_PROBLEM:_
Beginning with the line that has "Quick job: Give" and ending with the line that has "Transcribe the names", retype the entries below exactly, except for the pictures.

_SOURCE MATERIAL:_
________________
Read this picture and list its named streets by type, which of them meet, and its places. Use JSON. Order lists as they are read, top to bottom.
________________
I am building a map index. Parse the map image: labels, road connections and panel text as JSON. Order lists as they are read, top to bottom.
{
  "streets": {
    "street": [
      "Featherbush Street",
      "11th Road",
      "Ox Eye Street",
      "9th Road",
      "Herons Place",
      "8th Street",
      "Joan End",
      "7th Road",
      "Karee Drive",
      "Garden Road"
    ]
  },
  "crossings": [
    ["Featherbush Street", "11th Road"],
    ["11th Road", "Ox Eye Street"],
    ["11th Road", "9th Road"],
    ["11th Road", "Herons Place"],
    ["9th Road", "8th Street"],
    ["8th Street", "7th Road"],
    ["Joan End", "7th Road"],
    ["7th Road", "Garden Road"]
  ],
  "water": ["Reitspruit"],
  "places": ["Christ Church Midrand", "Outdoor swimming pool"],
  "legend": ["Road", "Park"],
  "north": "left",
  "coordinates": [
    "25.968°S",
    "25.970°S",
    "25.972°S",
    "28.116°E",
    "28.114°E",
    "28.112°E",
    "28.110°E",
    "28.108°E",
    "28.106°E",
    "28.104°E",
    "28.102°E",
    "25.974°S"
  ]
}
________________
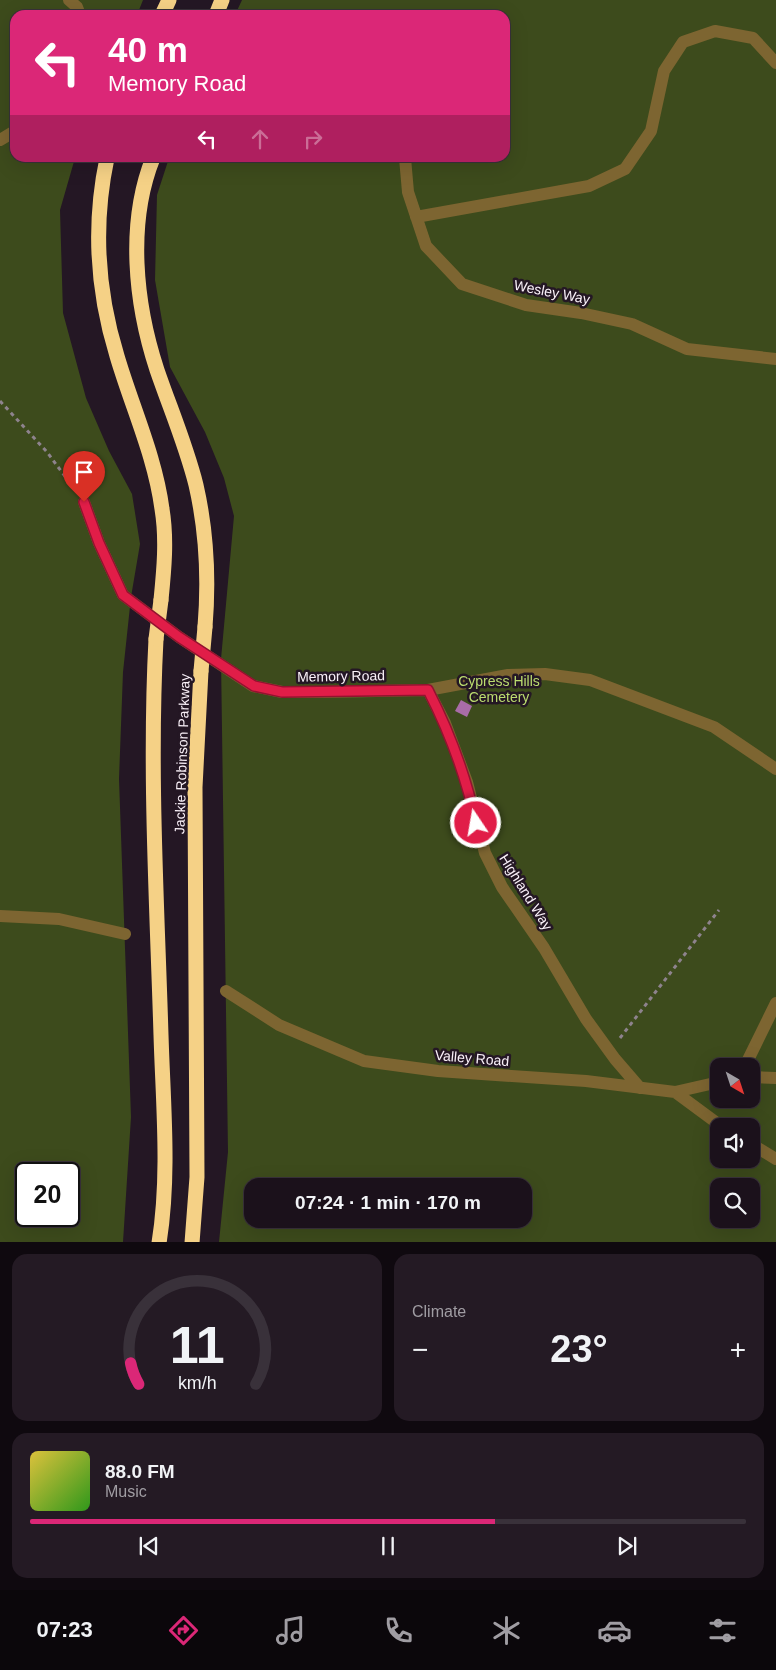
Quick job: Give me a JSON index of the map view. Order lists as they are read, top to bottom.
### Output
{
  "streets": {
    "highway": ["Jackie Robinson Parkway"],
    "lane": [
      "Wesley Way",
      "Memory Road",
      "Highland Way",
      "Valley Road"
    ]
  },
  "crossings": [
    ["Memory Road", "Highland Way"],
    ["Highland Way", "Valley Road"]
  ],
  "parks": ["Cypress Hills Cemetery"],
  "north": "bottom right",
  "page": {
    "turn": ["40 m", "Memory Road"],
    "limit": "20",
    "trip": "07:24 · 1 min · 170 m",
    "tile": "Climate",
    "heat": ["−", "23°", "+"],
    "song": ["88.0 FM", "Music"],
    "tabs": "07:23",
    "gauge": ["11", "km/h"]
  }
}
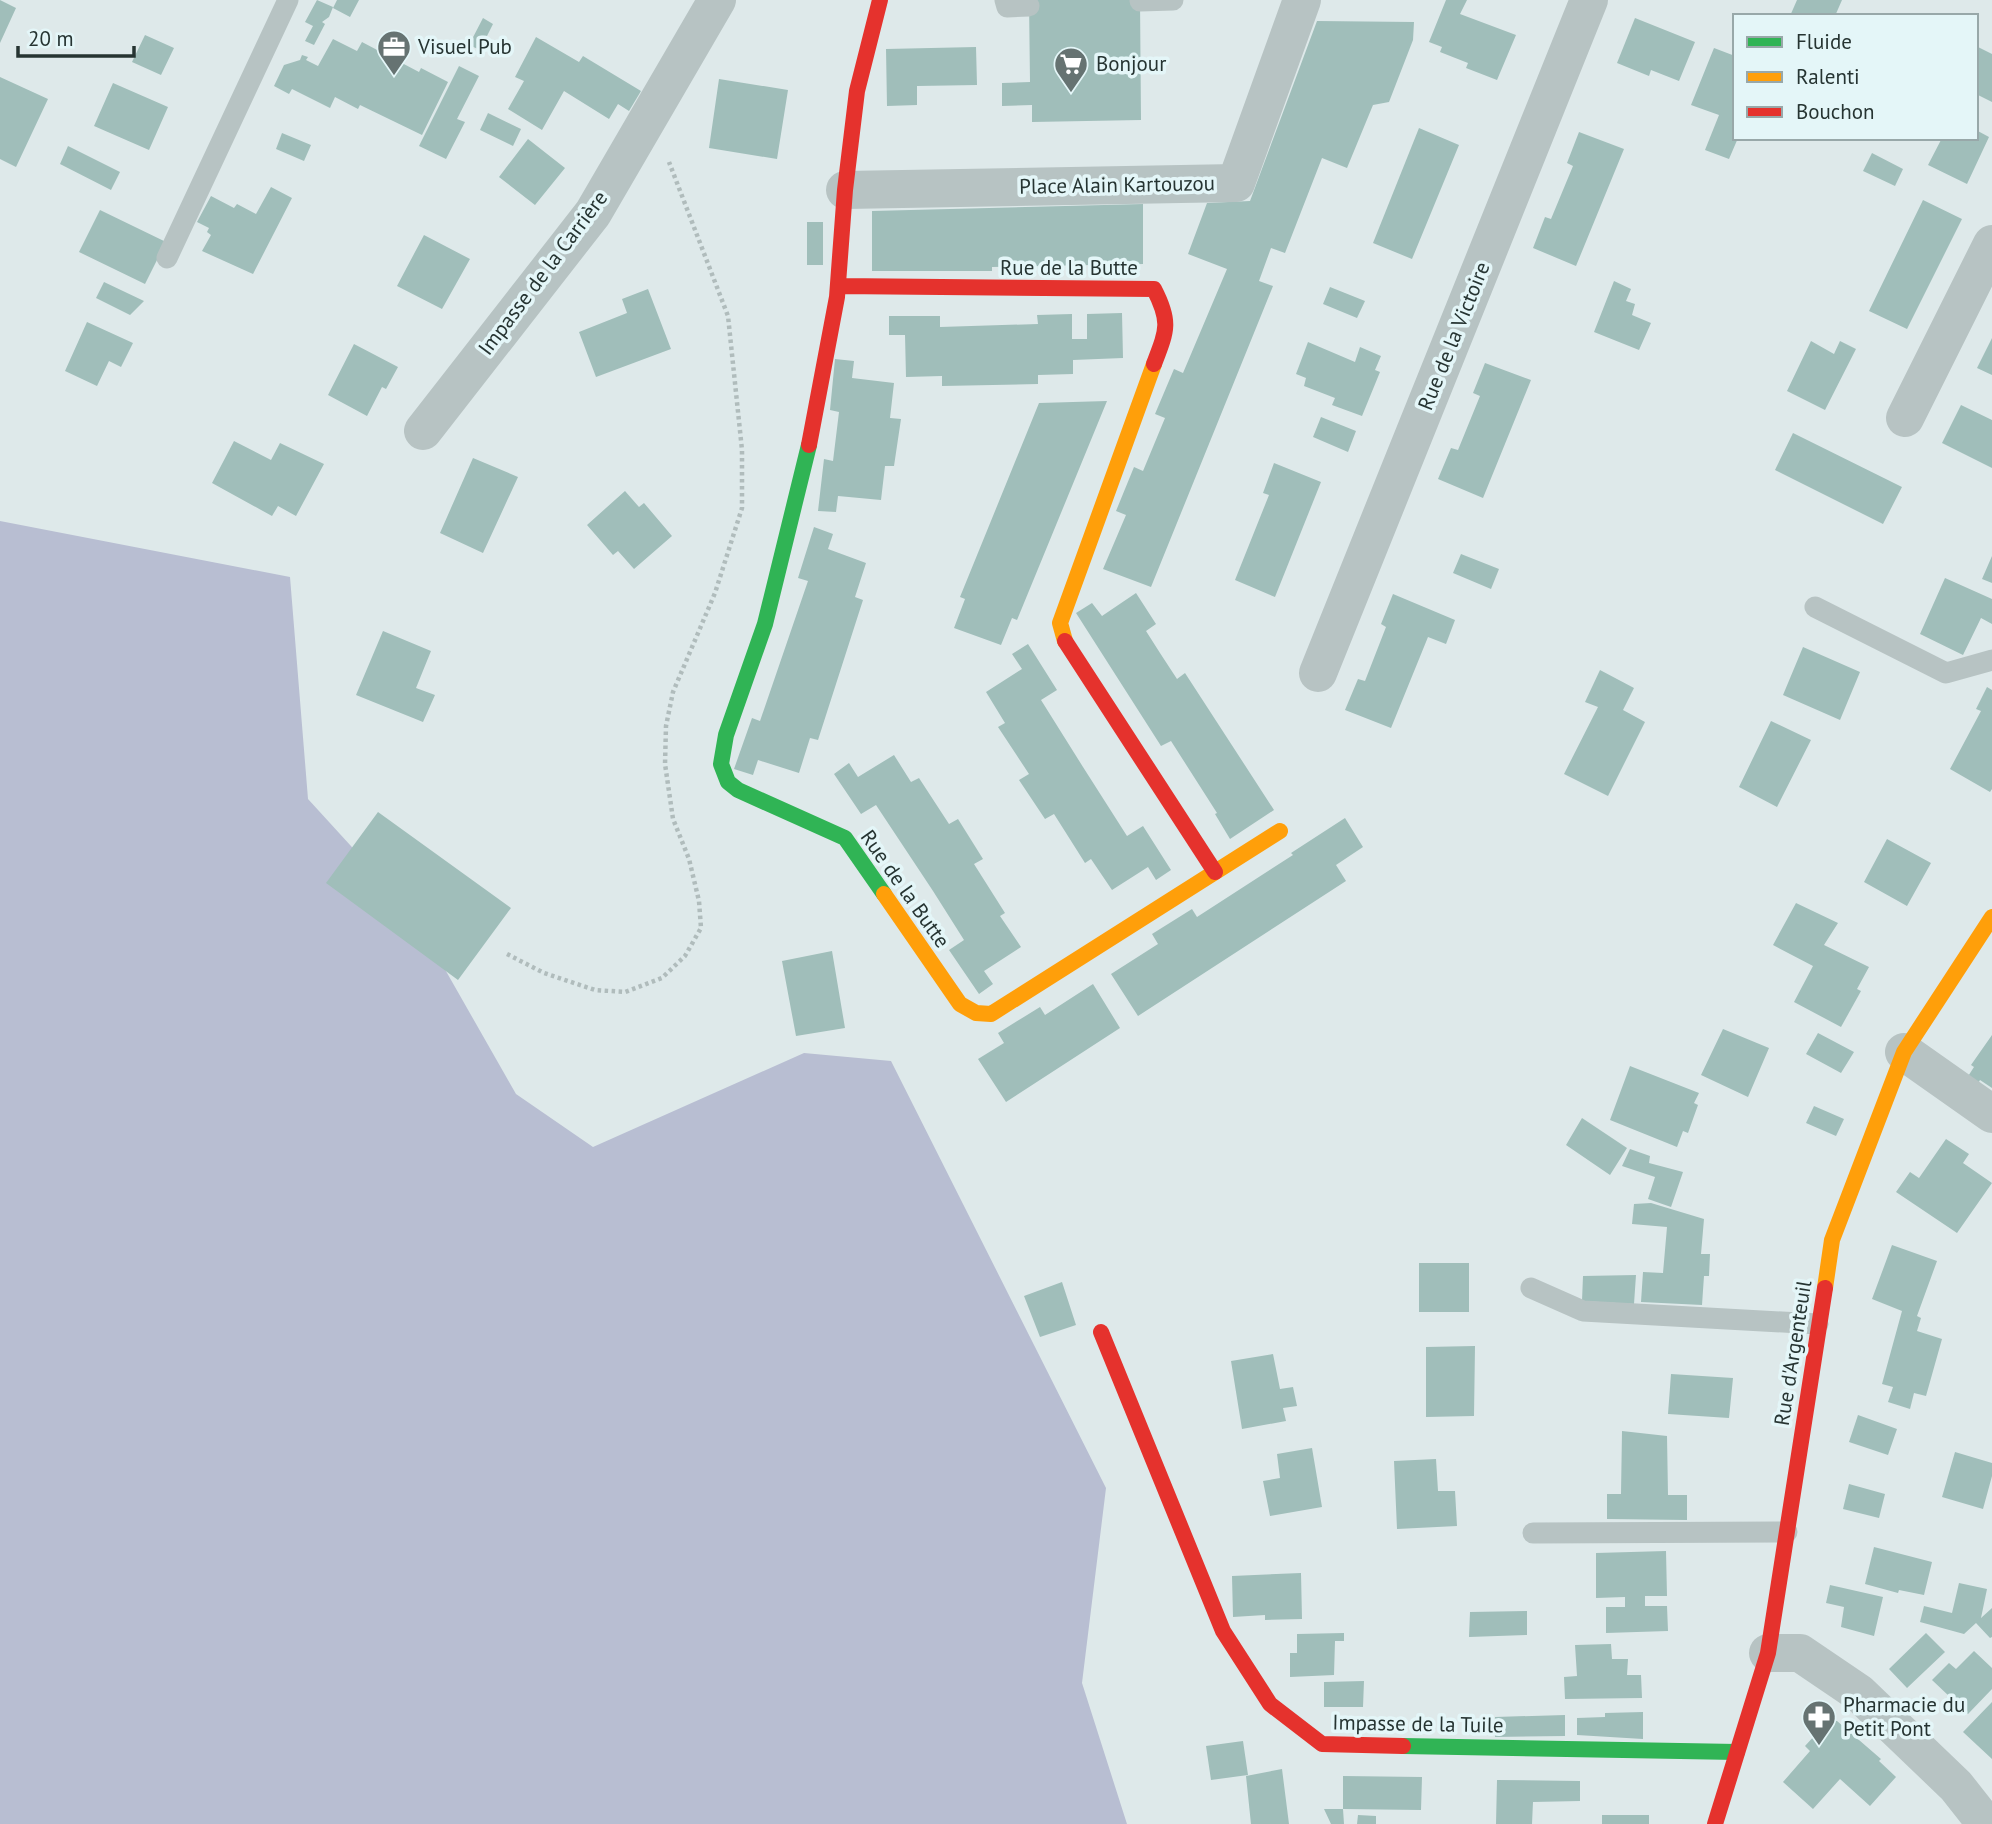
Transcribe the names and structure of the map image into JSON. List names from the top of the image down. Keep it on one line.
________________
_TASK OUTPUT:_
Quick job: Give me a JSON index of the map view. Order lists as they are read, top to bottom.
### Output
{
  "streets": {
    "highway": ["Jackie Robinson Parkway"],
    "lane": [
      "Wesley Way",
      "Memory Road",
      "Highland Way",
      "Valley Road"
    ]
  },
  "crossings": [
    ["Memory Road", "Highland Way"],
    ["Highland Way", "Valley Road"]
  ],
  "parks": ["Cypress Hills Cemetery"],
  "north": "bottom right",
  "page": {
    "turn": ["40 m", "Memory Road"],
    "limit": "20",
    "trip": "07:24 · 1 min · 170 m",
    "tile": "Climate",
    "heat": ["−", "23°", "+"],
    "song": ["88.0 FM", "Music"],
    "tabs": "07:23",
    "gauge": ["11", "km/h"]
  }
}
Transcribe the names and structure of the map image into JSON. List names from the top of the image down. Keep it on one line.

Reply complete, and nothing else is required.